(Beginning of MATERIAL PROVIDED)

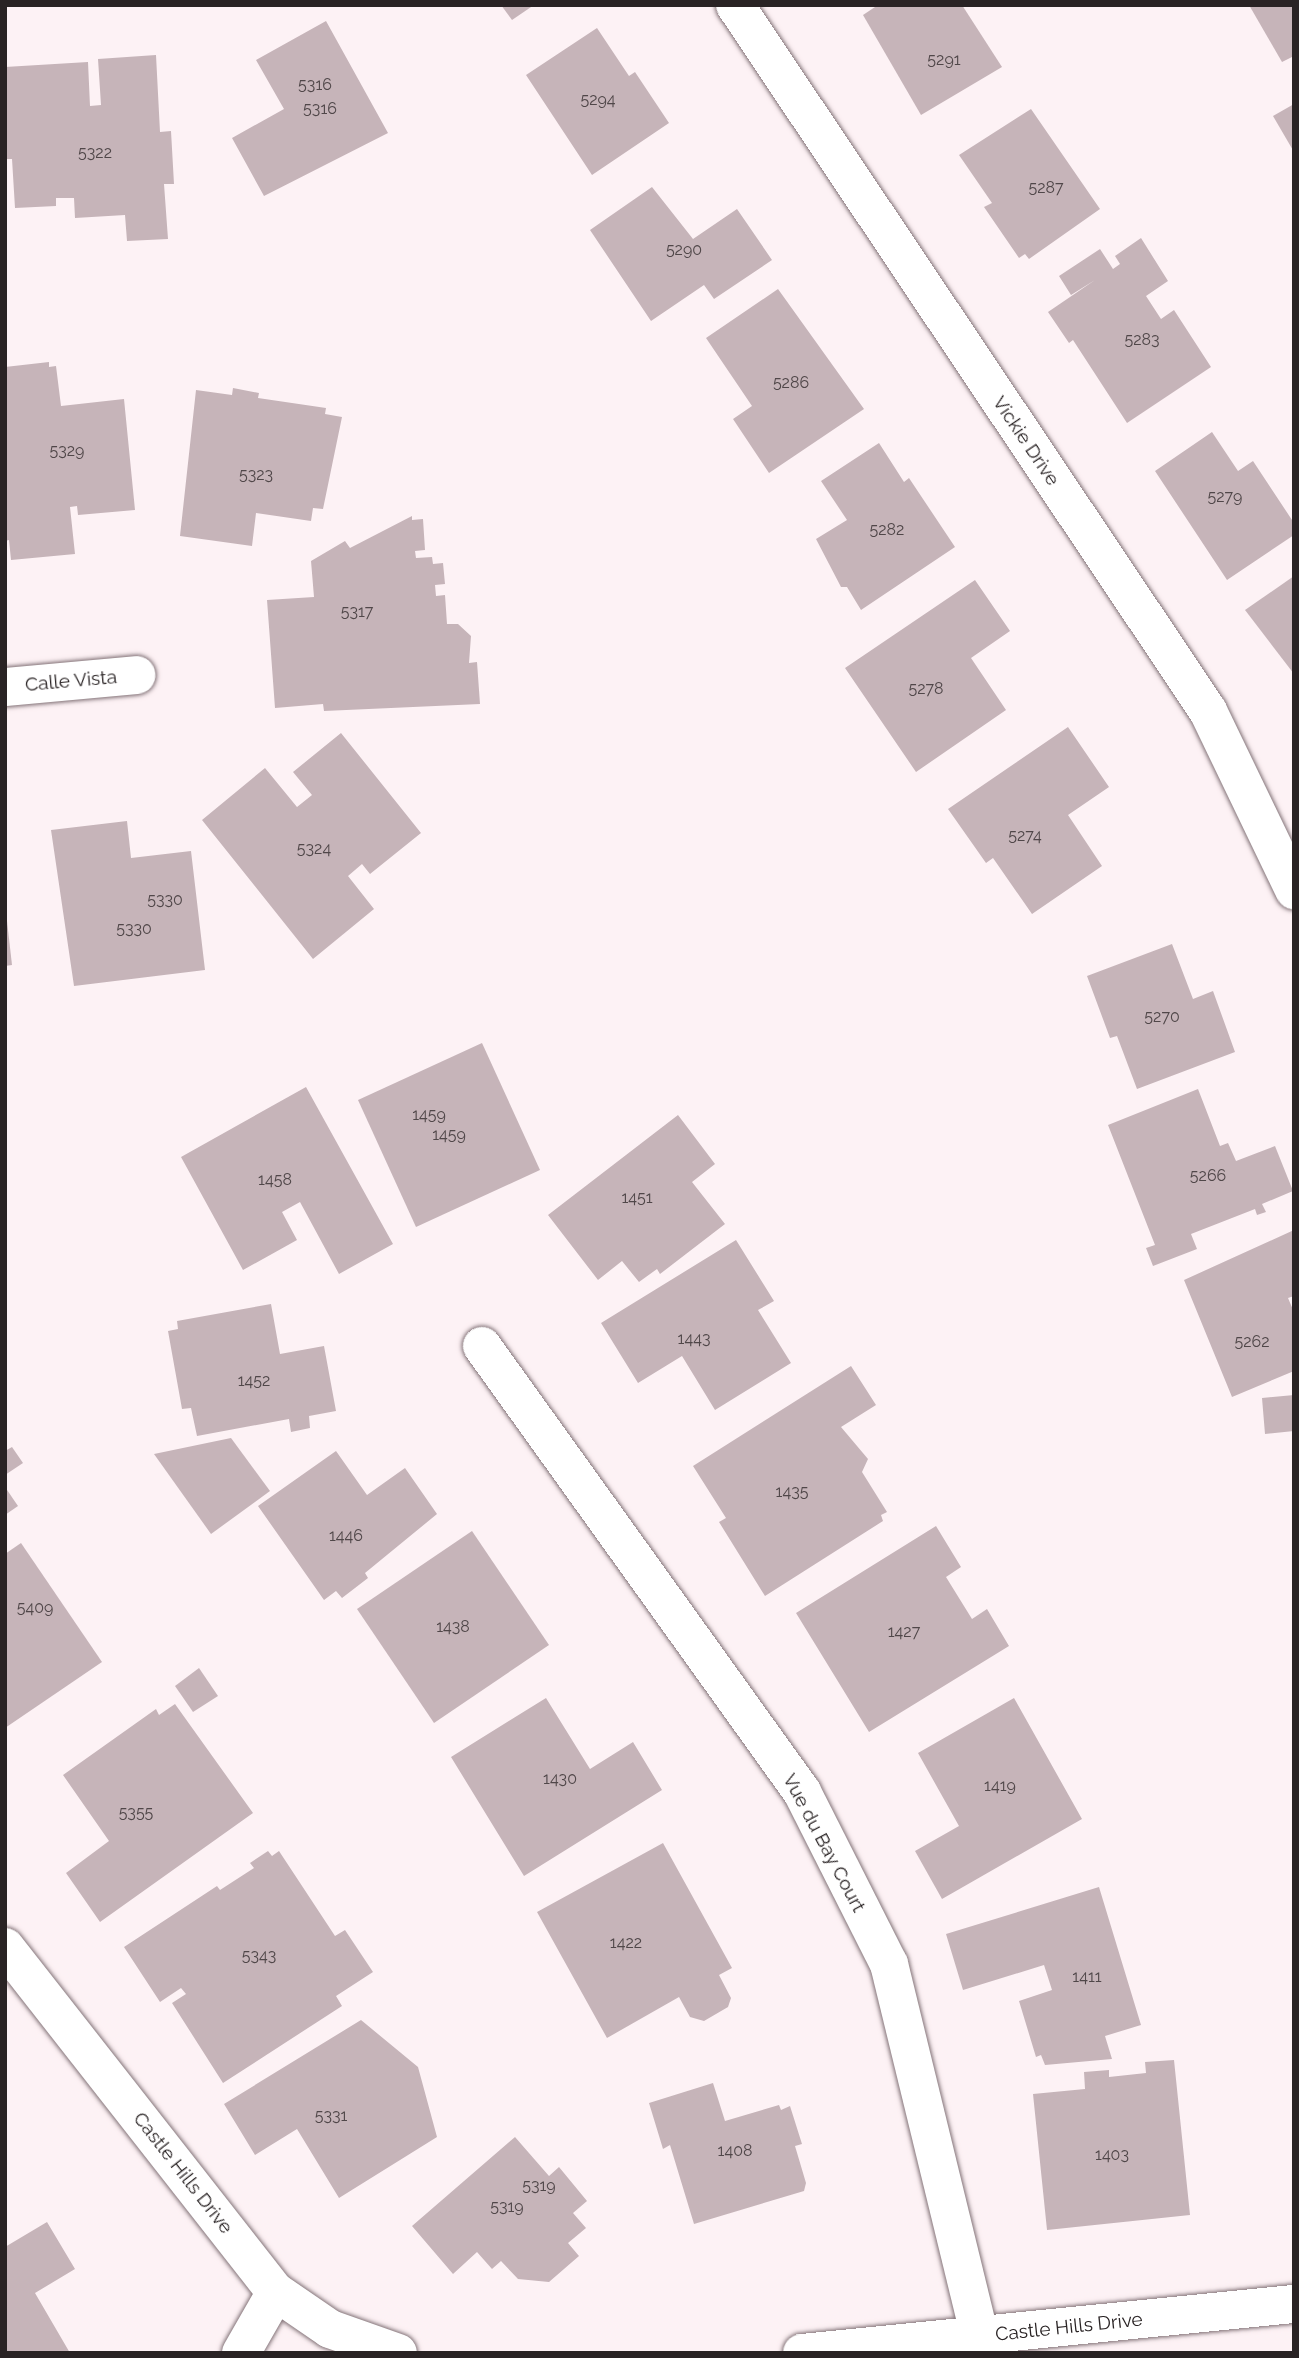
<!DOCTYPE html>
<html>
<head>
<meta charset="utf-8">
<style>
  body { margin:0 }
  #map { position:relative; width:1299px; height:2358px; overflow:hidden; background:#fdf2f5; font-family:Raleway,sans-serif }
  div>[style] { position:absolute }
  .building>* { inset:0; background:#c6b4b9 }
  .roads { filter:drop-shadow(0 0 2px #847479) drop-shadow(0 0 2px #847479) }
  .street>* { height:38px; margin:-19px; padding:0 19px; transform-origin:19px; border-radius:19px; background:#fff }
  span { translate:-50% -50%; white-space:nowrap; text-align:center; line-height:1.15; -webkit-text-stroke:5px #fff; paint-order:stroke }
  .number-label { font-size:16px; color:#504749 }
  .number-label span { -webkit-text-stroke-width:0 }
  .street-label { font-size:19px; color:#292324 }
  .frame { position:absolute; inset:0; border:7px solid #292324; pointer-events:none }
</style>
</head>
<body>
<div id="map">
  <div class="building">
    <div style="clip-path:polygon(501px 5px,534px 5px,512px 20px)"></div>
    <div style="clip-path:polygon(878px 5px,962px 5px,1002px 67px,921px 115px,863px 15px)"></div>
    <div style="clip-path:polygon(1249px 5px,1294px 5px,1294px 56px,1282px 62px)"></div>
    <div style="clip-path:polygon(326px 21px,388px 133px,264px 196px,232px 138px,284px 109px,256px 60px)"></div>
    <div style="clip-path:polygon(597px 28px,629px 76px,635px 72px,669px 123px,592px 175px,526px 75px)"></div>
    <div style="clip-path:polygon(156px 55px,160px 132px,171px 131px,174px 184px,164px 184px,168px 239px,127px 241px,125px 215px,75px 218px,74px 198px,56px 198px,56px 206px,15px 208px,12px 159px,5px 159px,5px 67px,88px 62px,90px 106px,101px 105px,98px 59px)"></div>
    <div style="clip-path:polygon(1294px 104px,1294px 152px,1273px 116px)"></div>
    <div style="clip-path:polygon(1031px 109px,1100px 209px,1029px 259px,1025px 254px,1019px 258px,984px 207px,992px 203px,959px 155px)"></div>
    <div style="clip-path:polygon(652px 187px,693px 239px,737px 209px,772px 260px,714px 299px,704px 285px,651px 321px,590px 230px)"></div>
    <div style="clip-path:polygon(1141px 238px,1168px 281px,1146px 296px,1161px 319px,1174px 310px,1211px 367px,1127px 423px,1073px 340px,1069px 343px,1048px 312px,1095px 280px,1071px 295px,1059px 276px,1100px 249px,1113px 269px,1120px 264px,1115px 256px)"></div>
    <div style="clip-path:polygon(778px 289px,864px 409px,769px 473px,733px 419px,752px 406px,706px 338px)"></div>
    <div style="clip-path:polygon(49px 362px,49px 367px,56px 366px,61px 406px,124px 399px,135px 510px,78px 515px,77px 506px,70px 507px,75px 554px,11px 560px,9px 540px,5px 541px,5px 367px)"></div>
    <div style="clip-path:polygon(233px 388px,259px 393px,258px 398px,326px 408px,325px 414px,342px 417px,323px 509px,313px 508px,311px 521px,256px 513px,252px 546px,180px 536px,196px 390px,232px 395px)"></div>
    <div style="clip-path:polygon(1212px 432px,1238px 471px,1253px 461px,1294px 523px,1294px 535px,1227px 580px,1155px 471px)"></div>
    <div style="clip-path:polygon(879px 443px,904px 482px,909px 478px,955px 547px,861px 610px,847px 587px,841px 587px,816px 539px,847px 520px,821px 481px)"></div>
    <div style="clip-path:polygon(412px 516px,412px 520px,423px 519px,425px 550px,415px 551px,416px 558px,432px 557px,433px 564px,443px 563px,445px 584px,435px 585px,436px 596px,445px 595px,447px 624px,458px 624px,471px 636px,469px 663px,477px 662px,480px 704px,324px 711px,323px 704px,275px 708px,267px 600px,314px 597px,311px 561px,345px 541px,350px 548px)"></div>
    <div style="clip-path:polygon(1294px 576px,1294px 674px,1245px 610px)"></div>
    <div style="clip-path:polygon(975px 580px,1010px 631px,971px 658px,1006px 710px,916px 772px,845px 668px)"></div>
    <div style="clip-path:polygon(1068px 727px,1109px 787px,1068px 815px,1102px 866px,1032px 914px,993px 858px,986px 863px,948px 809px)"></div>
    <div style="clip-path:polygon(341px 733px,421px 833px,370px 874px,362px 864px,348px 876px,374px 909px,313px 959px,202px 820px,265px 768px,297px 807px,312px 795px,293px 772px)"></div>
    <div style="clip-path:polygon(127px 821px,131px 858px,191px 851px,205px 970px,74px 986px,51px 830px)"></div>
    <div style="clip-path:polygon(7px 921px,12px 965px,5px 966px,5px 922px)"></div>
    <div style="clip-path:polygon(1172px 944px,1193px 999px,1213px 991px,1235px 1052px,1137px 1089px,1117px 1036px,1110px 1038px,1087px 976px)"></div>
    <div style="clip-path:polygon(482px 1043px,540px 1170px,416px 1227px,358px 1100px)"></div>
    <div style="clip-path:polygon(306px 1087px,393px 1244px,339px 1274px,300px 1202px,282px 1212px,297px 1240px,243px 1270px,181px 1157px)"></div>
    <div style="clip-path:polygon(1198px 1089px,1220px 1146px,1228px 1143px,1236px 1161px,1275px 1146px,1293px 1191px,1262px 1204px,1266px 1212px,1257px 1215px,1255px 1209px,1191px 1234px,1197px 1249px,1153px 1266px,1146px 1248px,1155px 1245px,1108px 1125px)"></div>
    <div style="clip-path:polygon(678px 1115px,715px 1164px,692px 1182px,725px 1224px,660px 1274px,657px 1269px,639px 1282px,622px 1261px,598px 1280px,548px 1215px)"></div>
    <div style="clip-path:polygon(1294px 1230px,1294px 1296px,1288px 1298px,1294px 1312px,1294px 1371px,1232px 1397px,1184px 1280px)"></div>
    <div style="clip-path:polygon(736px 1240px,774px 1301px,758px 1310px,791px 1363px,715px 1410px,682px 1356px,638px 1383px,601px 1323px)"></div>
    <div style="clip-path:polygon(271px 1304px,280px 1354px,324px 1346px,336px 1411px,309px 1416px,310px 1428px,291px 1432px,289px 1419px,197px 1436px,191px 1408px,182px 1409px,168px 1331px,178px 1329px,177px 1321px)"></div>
    <div style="clip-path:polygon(851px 1366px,876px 1405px,841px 1427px,868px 1459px,862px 1472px,887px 1512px,881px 1515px,883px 1521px,765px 1596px,719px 1522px,726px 1518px,693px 1466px)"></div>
    <div style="clip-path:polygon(1294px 1395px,1294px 1431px,1265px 1434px,1262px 1398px)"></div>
    <div style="clip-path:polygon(231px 1438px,270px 1491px,211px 1534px,154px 1454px)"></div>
    <div style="clip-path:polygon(12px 1447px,23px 1463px,5px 1475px,5px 1451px)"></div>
    <div style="clip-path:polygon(336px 1451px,367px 1495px,405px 1468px,437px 1514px,365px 1573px,368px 1578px,342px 1598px,336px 1591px,324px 1600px,258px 1506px)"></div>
    <div style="clip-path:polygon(5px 1487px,18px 1506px,5px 1515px)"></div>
    <div style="clip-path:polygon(936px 1526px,961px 1567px,946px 1577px,972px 1619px,987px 1609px,1009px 1646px,869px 1732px,796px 1613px)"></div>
    <div style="clip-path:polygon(472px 1531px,549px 1645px,434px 1723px,357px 1609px)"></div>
    <div style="clip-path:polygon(21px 1543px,102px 1662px,5px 1728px,5px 1554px)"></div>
    <div style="clip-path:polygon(199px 1668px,218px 1696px,193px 1712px,175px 1686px)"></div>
    <div style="clip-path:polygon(546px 1698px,590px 1769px,633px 1742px,662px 1790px,524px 1876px,451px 1757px)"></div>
    <div style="clip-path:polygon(1014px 1698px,1082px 1819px,942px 1899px,915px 1851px,959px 1826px,918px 1753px)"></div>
    <div style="clip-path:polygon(175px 1704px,253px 1813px,100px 1922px,66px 1873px,109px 1841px,63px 1775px,156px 1709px,159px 1715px)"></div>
    <div style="clip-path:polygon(663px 1843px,732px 1968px,719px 1975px,731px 1998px,728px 2007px,704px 2021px,690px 2017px,679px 1997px,607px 2038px,537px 1912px)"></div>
    <div style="clip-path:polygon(268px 1851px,272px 1856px,279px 1851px,335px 1936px,345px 1930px,373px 1972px,336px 1996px,342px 2006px,223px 2083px,172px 2003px,186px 1994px,181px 1988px,160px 2002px,124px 1947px,217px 1886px,220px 1890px,254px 1868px,250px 1863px)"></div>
    <div style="clip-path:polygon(1099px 1887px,1141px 2025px,1105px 2036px,1112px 2059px,1045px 2065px,1041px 2055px,1036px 2057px,1019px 2001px,1052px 1990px,1044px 1965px,963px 1990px,946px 1934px)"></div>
    <div style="clip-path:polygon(361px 2020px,418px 2067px,437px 2137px,339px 2198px,297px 2129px,255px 2155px,224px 2104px)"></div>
    <div style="clip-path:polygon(1174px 2060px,1190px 2215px,1047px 2230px,1033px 2094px,1085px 2089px,1084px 2072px,1109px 2070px,1109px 2077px,1146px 2073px,1145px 2062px)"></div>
    <div style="clip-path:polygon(713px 2083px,725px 2121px,779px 2105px,781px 2110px,790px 2106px,802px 2144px,795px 2146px,806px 2183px,804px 2191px,694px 2224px,670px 2145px,663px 2149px,649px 2103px)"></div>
    <div style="clip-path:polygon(515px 2137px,549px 2176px,559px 2167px,587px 2201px,573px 2213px,586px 2228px,568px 2243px,579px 2256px,549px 2282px,518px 2279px,501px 2261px,492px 2269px,477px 2252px,453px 2274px,412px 2226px)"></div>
    <div style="clip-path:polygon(47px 2222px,75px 2269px,35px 2293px,70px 2353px,5px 2353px,5px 2247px)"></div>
  </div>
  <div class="roads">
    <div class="street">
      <div style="left:735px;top:5px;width:850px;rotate:56.18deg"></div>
      <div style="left:1208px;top:711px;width:199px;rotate:64.3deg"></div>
      <div style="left:5px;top:687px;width:132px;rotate:-5.2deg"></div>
      <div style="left:482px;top:1346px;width:549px;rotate:54.34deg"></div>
      <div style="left:802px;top:1792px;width:193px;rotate:63.2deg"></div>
      <div style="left:889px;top:1964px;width:383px;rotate:76.3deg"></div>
      <div style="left:5px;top:1947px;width:439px;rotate:51.9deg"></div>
      <div style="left:276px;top:2292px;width:65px;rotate:34.4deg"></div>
      <div style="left:330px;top:2329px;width:72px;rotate:19.4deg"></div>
      <div style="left:241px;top:2353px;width:70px;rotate:-60.2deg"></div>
      <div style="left:802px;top:2353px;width:494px;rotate:-5.7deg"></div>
    </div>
  </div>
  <div class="number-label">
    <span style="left:944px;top:60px">5291</span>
    <span style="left:315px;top:85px">5316</span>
    <span style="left:598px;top:100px">5294</span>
    <span style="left:320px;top:109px">5316</span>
    <span style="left:95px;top:153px">5322</span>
    <span style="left:1046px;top:188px">5287</span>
    <span style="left:684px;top:250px">5290</span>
    <span style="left:1142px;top:340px">5283</span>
    <span style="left:791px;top:383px">5286</span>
    <span style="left:67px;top:451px">5329</span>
    <span style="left:256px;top:475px">5323</span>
    <span style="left:1225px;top:497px">5279</span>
    <span style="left:887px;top:530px">5282</span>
    <span style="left:357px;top:612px">5317</span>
    <span style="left:926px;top:689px">5278</span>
    <span style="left:1025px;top:836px">5274</span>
    <span style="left:314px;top:849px">5324</span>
    <span style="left:165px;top:900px">5330</span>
    <span style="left:134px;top:929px">5330</span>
    <span style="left:1162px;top:1017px">5270</span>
    <span style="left:429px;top:1115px">1459</span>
    <span style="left:449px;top:1135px">1459</span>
    <span style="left:1208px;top:1176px">5266</span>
    <span style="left:275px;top:1180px">1458</span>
    <span style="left:637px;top:1198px">1451</span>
    <span style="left:694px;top:1339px">1443</span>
    <span style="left:1252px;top:1342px">5262</span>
    <span style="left:254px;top:1381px">1452</span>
    <span style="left:792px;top:1492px">1435</span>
    <span style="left:346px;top:1536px">1446</span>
    <span style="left:35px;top:1608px">5409</span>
    <span style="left:453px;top:1627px">1438</span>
    <span style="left:904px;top:1632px">1427</span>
    <span style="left:560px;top:1779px">1430</span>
    <span style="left:1000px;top:1786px">1419</span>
    <span style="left:136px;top:1813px">5355</span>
    <span style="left:626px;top:1943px">1422</span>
    <span style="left:259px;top:1956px">5343</span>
    <span style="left:1087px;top:1977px">1411</span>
    <span style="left:331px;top:2116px">5331</span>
    <span style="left:735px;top:2151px">1408</span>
    <span style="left:1112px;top:2155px">1403</span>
    <span style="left:539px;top:2186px">5319</span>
    <span style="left:507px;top:2207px">5319</span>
  </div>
  <div class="street-label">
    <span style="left:1026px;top:441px;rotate:56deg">Vickie Drive</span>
    <span style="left:71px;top:681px;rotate:-5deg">Calle Vista</span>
    <span style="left:824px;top:1843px;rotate:62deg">Vue du Bay Court</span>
    <span style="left:183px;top:2173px;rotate:52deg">Castle Hills Drive</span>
    <span style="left:1069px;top:2327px;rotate:-6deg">Castle Hills Drive</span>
  </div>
  <div class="frame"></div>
</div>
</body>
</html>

(End of MATERIAL PROVIDED)

▶ **DESCRIPTION OF THE TASK**
In the answer, give only the lines from the top of the data above through the line with "position:relative; width:1299px; height:2358px;", reproduced exactly; no picture may appear.

▶ **RESPONSE TO THIS TASK**
<!DOCTYPE html>
<html>
<head>
<meta charset="utf-8">
<style>
  body { margin:0 }
  #map { position:relative; width:1299px; height:2358px; overflow:hidden; background:#fdf2f5; font-family:Raleway,sans-serif }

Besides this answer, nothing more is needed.